Os países que adotam o sistema baseado na propriedade privada dos meios de produção e na busca insana pelo lucro enfrentam um regime de progressiva concentração de riquezas, ampliando os desníveis sociais e econômicos e, neste embalo, contrastam uma pequena nata de super-ricos com uma crescente massa de pobres e miseráveis.
Me parece que esta situação decorre mais em consequência do preconceito nutrido pelos ricos em relação aos pobres do que mesmo por outras razões.
Fico imaginando o que aconteceria se, mesmo impulsionadas pelo Capitalismo e ávidas por acumular riquezas, as elites econômicas não fossem marcadas pelo preconceito e descobrissem os negócios promissores que podem advir da solução dos problemas sociais ou do combate à miséria.
Será que, se enxergassem a possibilidade de ganhar muito dinheiro através da construção de moradias para quem não têm casa ou [ganhar muito dinheiro] através da produção de roupas para quem não têm o que vestir e coisas assim, as elites manteriam apatia diante do sofrimento das pessoas?
No dia que, ao ver uma família ao relento ou uma pessoa maltrapilha, o capitalista enxergar a possibilidade de ganhar dinheiro, o enfrentamento à pobreza e à miséria ganhará um novo significado.
Neste aspecto, talvez o maior problema não seja o Capitalismo e, sim o preconceito das pessoas que o tem como regra de vida e não conseguem enxergar a possibilidade de ganhar dinheiro com o enfrentamento da pobreza e da miséria gerados por ele próprio [pelo próprio Capitalismo].

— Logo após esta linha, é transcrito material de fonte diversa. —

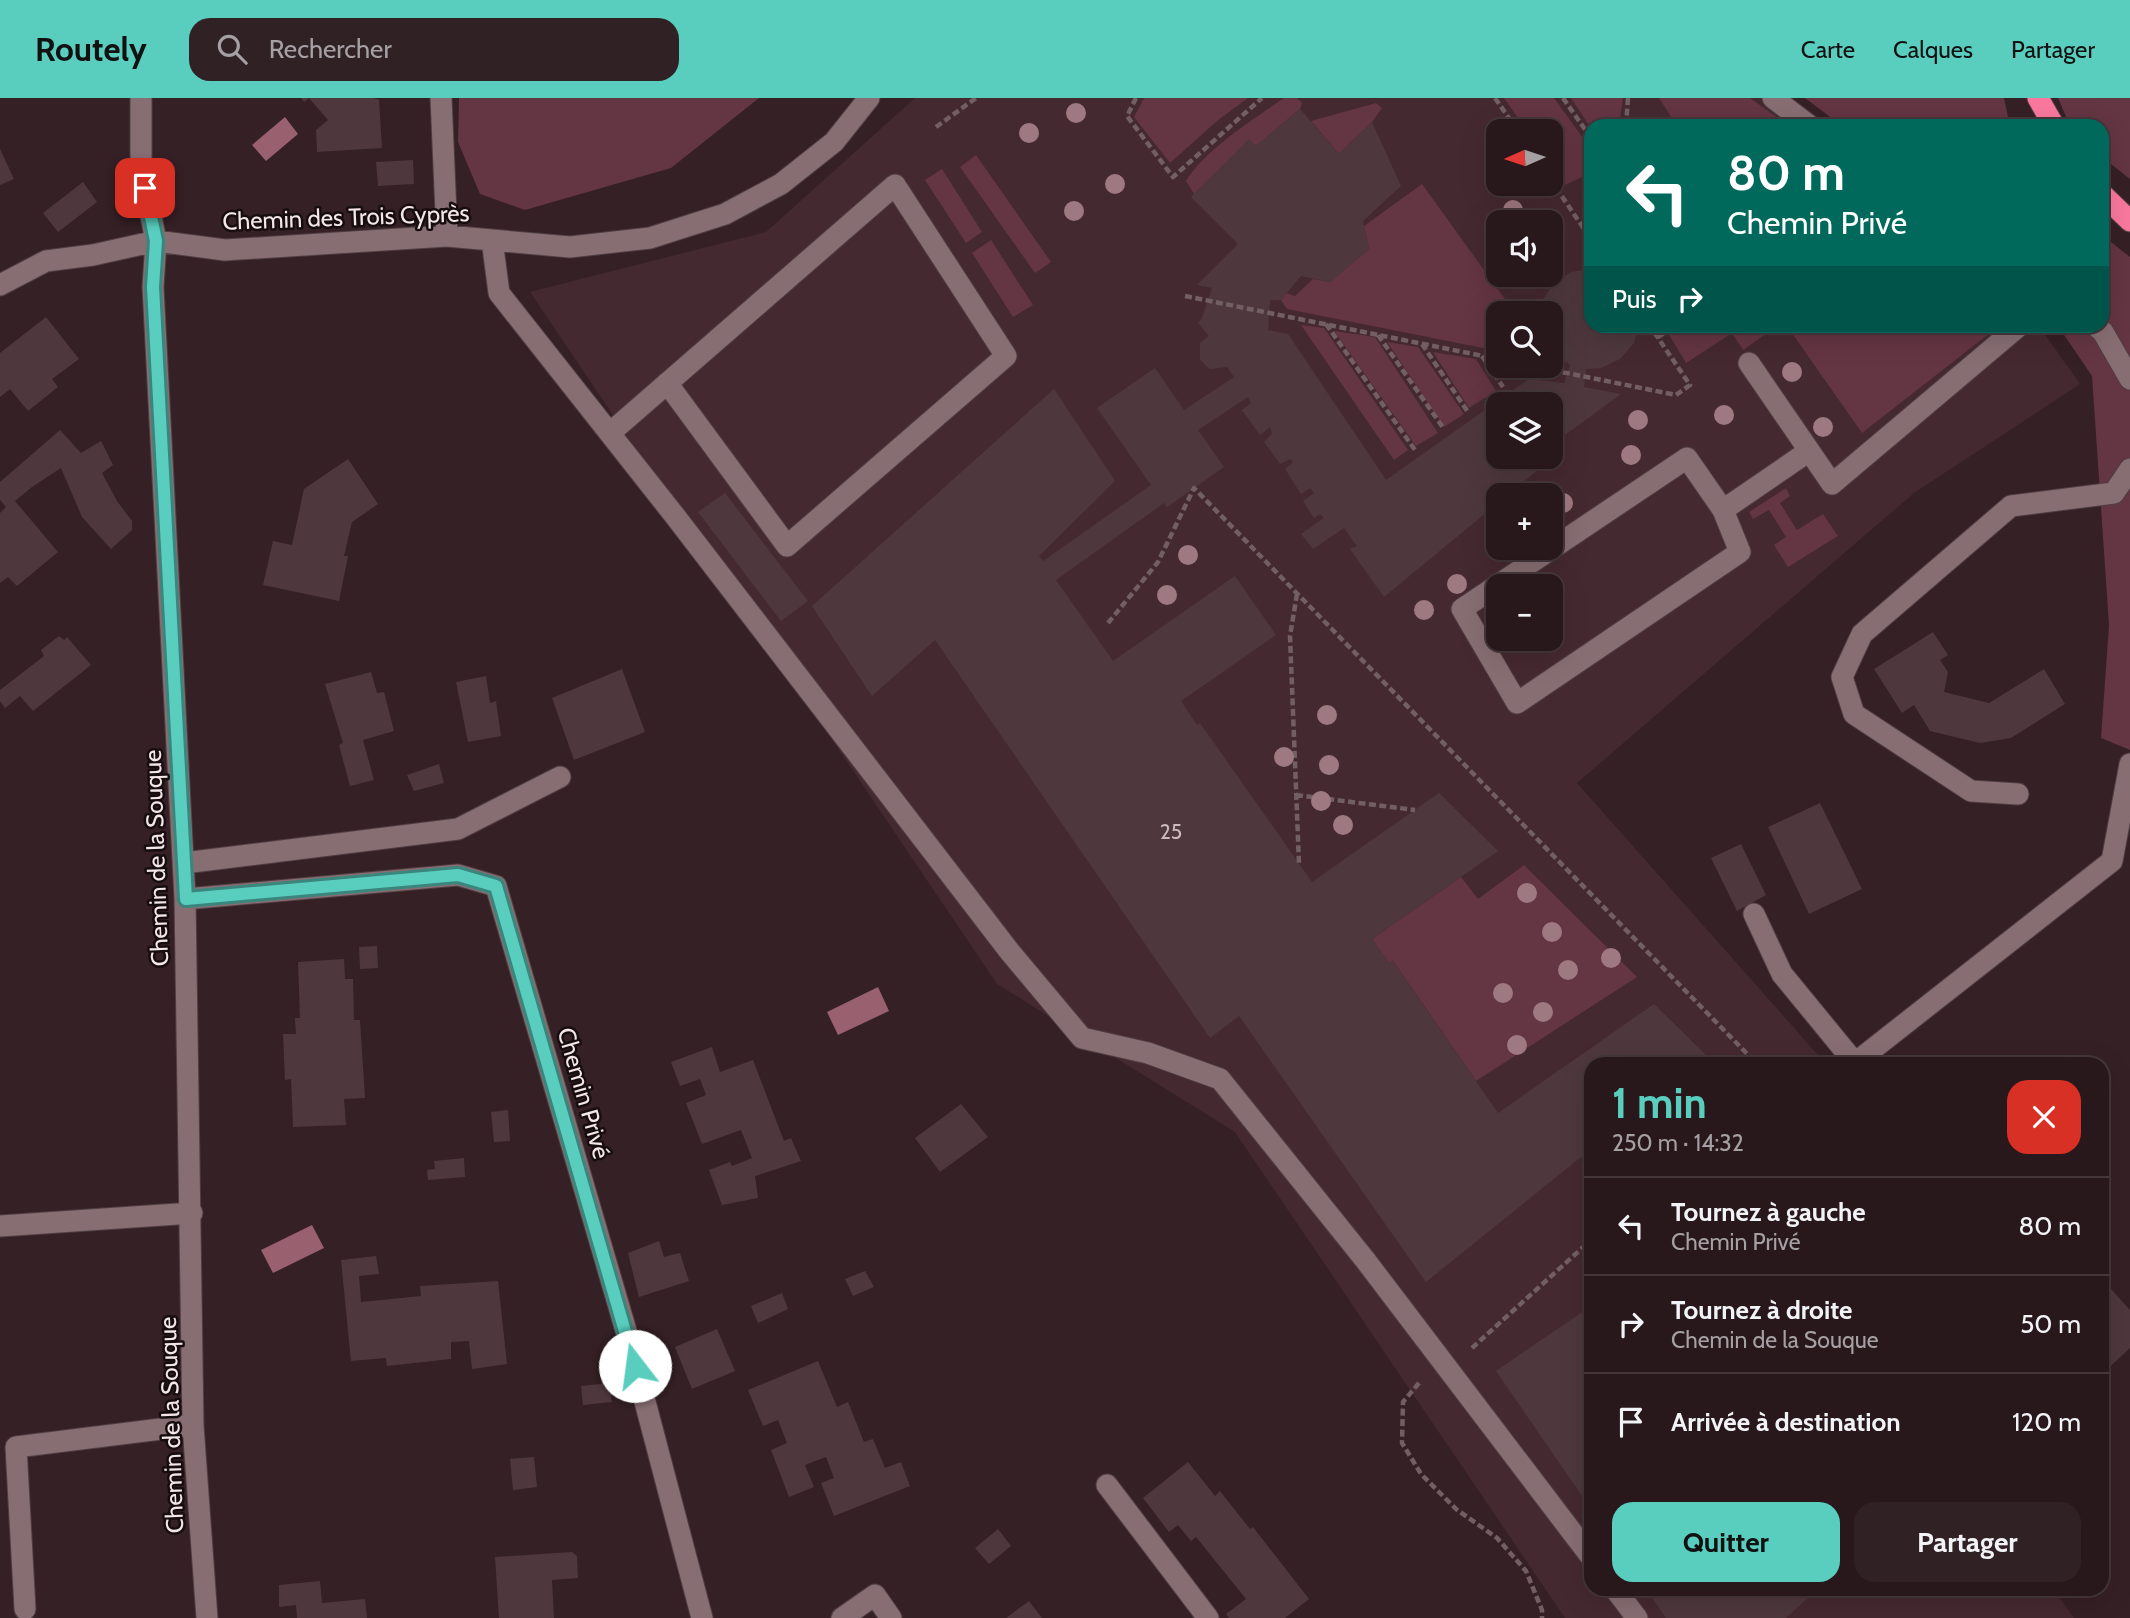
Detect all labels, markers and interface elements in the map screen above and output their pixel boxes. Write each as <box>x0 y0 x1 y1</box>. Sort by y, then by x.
search box <box>189 18 679 81</box>
text: Routely <box>35 29 147 69</box>
icon: search <box>213 30 251 68</box>
text: Rechercher <box>269 33 392 65</box>
text: Carte <box>1801 35 1855 64</box>
text: Calques <box>1893 35 1973 64</box>
text: Partager <box>2011 35 2095 64</box>
north arrow <box>1486 119 1563 196</box>
map controls <box>1486 119 1563 651</box>
text: 80 m <box>1727 143 1845 202</box>
icon: left <box>1612 147 1703 238</box>
pin <box>115 158 175 218</box>
icon: arrive <box>126 169 164 207</box>
street label: Chemin des Trois Cyprès <box>222 198 470 236</box>
text: Chemin Privé <box>1727 203 1907 242</box>
button: sound <box>1486 210 1563 287</box>
icon: right <box>1671 280 1709 318</box>
text: Puis <box>1612 283 1657 315</box>
button: search <box>1486 301 1563 378</box>
button: layers <box>1486 392 1563 469</box>
button: + <box>1486 483 1563 560</box>
button: − <box>1486 574 1563 651</box>
street label: Chemin de la Souque <box>138 749 174 967</box>
house number: 25 <box>1160 819 1182 844</box>
street label: Chemin Privé <box>551 1024 617 1162</box>
text: 1 min <box>1612 1077 1707 1129</box>
button: close <box>2007 1080 2081 1154</box>
text: 250 m · 14:32 <box>1612 1129 1744 1157</box>
text: Tournez à gauche <box>1671 1196 1866 1228</box>
icon: left <box>1612 1207 1650 1245</box>
text: 80 m <box>2018 1210 2081 1242</box>
text: Chemin Privé <box>1671 1228 1801 1256</box>
text: Tournez à droite <box>1671 1294 1853 1326</box>
icon: right <box>1612 1305 1650 1343</box>
text: 50 m <box>2020 1308 2081 1340</box>
street label: Chemin de la Souque <box>153 1316 189 1534</box>
text: Chemin de la Souque <box>1671 1326 1879 1354</box>
position arrow <box>598 1329 672 1403</box>
icon: arrive <box>1612 1403 1650 1441</box>
text: Arrivée à destination <box>1671 1406 1901 1438</box>
text: 120 m <box>2012 1406 2081 1438</box>
button: Quitter <box>1612 1502 1840 1582</box>
button: Partager <box>1854 1502 2081 1582</box>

Naturalmente, a transformação do combate à pobreza e à miséria em negócio não solucionaria o problema e, é preciso destacar, funcionaria apenas como medida paliativa, pois, afinal de contas, mantido o regime Capitalista, o livre mercado sempre se encarregará de criar novos pobres e miseráveis.
De qualquer forma, enquanto um regime socialista não puder ser instalado, parte das mazelas decorrentes da generalização da propriedade privada e da liberdade econômica inerentes ao Capitalismo pode ser vencida pela superação do preconceito e pelo tratamento comercial do enfrentamento à pobreza e à miséria. Infelizmente, o preconceito inerente aos egoistas é tão grande que os impede de ver os negócios que podem decorrer da redução do sofrimento dos outros.